§ What to do: If a record holds a picture, omit the picture, but copy everything else below exactly.
↓↓↓
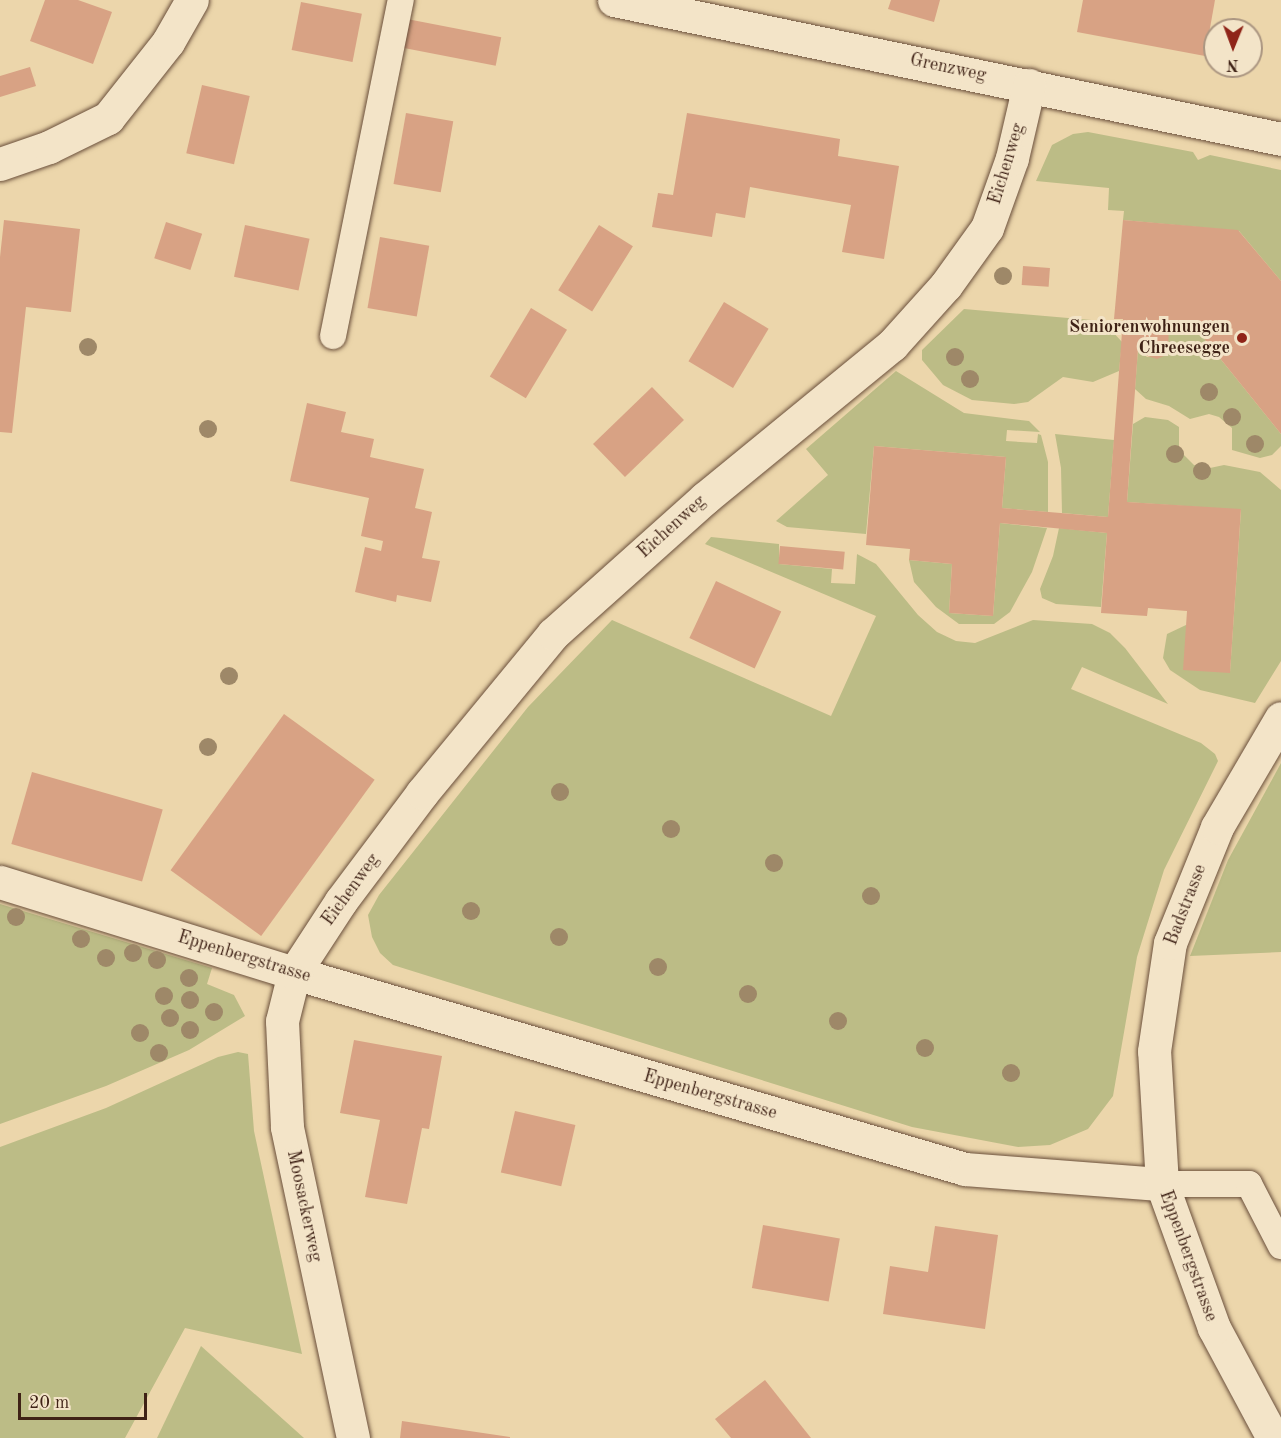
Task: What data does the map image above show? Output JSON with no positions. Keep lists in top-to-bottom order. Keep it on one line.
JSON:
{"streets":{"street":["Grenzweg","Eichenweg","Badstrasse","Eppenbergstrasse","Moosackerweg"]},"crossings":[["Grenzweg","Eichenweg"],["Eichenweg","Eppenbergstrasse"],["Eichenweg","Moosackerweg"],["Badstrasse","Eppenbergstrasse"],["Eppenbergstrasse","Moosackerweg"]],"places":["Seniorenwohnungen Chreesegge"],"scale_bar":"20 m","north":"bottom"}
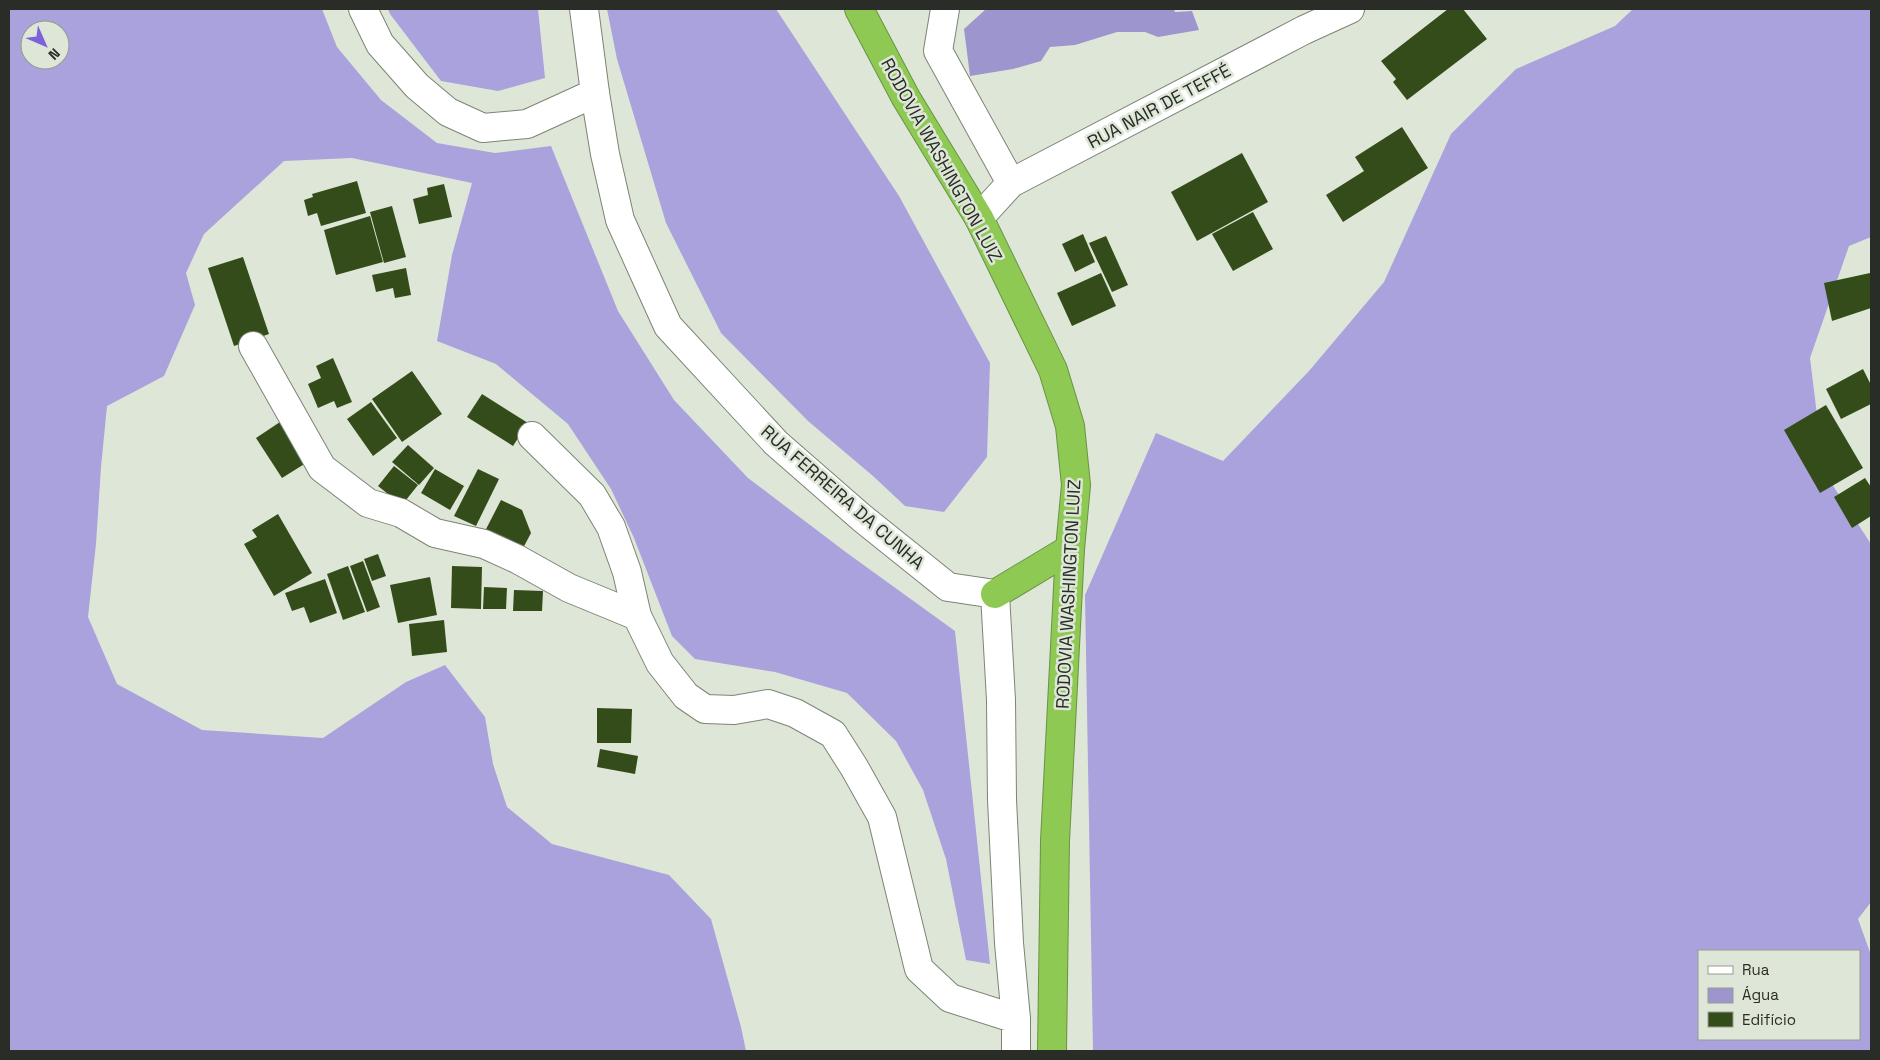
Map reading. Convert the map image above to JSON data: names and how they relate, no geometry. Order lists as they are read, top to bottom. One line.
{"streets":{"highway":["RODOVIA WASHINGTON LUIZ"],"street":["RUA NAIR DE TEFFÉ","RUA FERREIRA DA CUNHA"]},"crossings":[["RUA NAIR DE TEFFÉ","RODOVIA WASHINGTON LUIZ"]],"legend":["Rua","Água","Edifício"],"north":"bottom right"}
↑↑↑
§ The answer:
Task: What data does the map image above show? Output JSON with no positions. Keep lists in top-to-bottom order. Keep it on one line.
JSON:
{"streets":{"street":["Grenzweg","Eichenweg","Badstrasse","Eppenbergstrasse","Moosackerweg"]},"crossings":[["Grenzweg","Eichenweg"],["Eichenweg","Eppenbergstrasse"],["Eichenweg","Moosackerweg"],["Badstrasse","Eppenbergstrasse"],["Eppenbergstrasse","Moosackerweg"]],"places":["Seniorenwohnungen Chreesegge"],"scale_bar":"20 m","north":"bottom"}
Map reading. Convert the map image above to JSON data: names and how they relate, no geometry. Order lists as they are read, top to bottom. One line.
{"streets":{"highway":["RODOVIA WASHINGTON LUIZ"],"street":["RUA NAIR DE TEFFÉ","RUA FERREIRA DA CUNHA"]},"crossings":[["RUA NAIR DE TEFFÉ","RODOVIA WASHINGTON LUIZ"]],"legend":["Rua","Água","Edifício"],"north":"bottom right"}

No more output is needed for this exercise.